Seven Ball State University Historic Preservation graduate students completed a team project that was awarded second place in the national 2021 Charles E. Peterson Prize Competition. For this project, the students documented the Canal Pump House at Oldfields—an historic site in Indianapolis.
All of the students working on the Canal Pump House documentation project—Grace Bartko, Caitlin Lehman (’21), Bei Liu (’20), Abby Marshall (’21), Jade Moore, Lawrence Neumann, and Haley Swindle (’21)—were in the Master of Science in Historic Preservation program within Ball State’s R. Wayne Estopinal College of Architecture and Planning (CAP). They worked on this project as part of the “ARCH 606: Documentation Studio” course in Fall 2020, taught by Jonathan Spodek, professor of Architecture.

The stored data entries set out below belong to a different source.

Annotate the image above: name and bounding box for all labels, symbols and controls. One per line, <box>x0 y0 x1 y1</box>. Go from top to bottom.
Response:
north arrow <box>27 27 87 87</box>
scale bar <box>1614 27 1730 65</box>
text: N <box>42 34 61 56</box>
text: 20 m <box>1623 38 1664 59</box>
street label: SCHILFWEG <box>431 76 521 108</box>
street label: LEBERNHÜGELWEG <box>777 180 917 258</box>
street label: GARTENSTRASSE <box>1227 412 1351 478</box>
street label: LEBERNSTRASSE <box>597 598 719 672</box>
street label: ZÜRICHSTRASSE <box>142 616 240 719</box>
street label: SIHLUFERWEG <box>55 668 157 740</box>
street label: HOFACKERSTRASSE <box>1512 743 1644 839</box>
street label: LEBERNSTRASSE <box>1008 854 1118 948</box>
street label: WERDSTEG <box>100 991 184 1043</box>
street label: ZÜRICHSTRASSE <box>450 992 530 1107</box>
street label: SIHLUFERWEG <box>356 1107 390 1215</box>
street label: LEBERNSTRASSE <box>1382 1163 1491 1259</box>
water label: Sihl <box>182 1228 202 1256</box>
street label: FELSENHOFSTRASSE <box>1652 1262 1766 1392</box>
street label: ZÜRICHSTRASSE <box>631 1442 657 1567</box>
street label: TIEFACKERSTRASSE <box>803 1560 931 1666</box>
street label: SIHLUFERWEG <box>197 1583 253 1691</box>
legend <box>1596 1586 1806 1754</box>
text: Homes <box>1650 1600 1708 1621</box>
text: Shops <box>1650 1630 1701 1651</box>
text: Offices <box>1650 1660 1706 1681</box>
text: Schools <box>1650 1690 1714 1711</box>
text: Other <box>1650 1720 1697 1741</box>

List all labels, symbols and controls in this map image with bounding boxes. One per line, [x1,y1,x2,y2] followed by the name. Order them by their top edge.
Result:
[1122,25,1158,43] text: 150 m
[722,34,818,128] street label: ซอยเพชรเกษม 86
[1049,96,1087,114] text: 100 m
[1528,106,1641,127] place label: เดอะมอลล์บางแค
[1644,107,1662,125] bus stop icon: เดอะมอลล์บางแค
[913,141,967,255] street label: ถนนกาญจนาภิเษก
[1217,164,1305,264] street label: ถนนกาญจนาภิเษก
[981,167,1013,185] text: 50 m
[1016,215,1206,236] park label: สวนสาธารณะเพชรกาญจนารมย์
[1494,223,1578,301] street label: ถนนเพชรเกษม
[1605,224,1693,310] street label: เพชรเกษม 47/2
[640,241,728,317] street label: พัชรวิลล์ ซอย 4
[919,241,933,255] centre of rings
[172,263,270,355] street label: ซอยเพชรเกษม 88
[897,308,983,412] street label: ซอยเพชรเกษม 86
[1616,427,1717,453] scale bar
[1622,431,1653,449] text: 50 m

The Ball State students’ documentation project placed higher in the competition than projects completed by competitors on structures designed by famous architect Frank Lloyd Wright, Professor Spodek said, adding: “This speaks to the quality of the work of our MSHP (Masters of Science in Historic Preservation) students.”
A virtual awards ceremony is scheduled for tonight. The second-place prize is certificates for all participants plus a $3,000 check made out to the school. The prize money will go into the Historic Preservation program’s foundation account, proceeds from which are used to support educational enrichment for Ball State’s Historic Preservation students.
The Charles E. Peterson Prize Competition is sponsored by the National Park Service, the American Institute of Architects, and the Athenaeum of Philadelphia.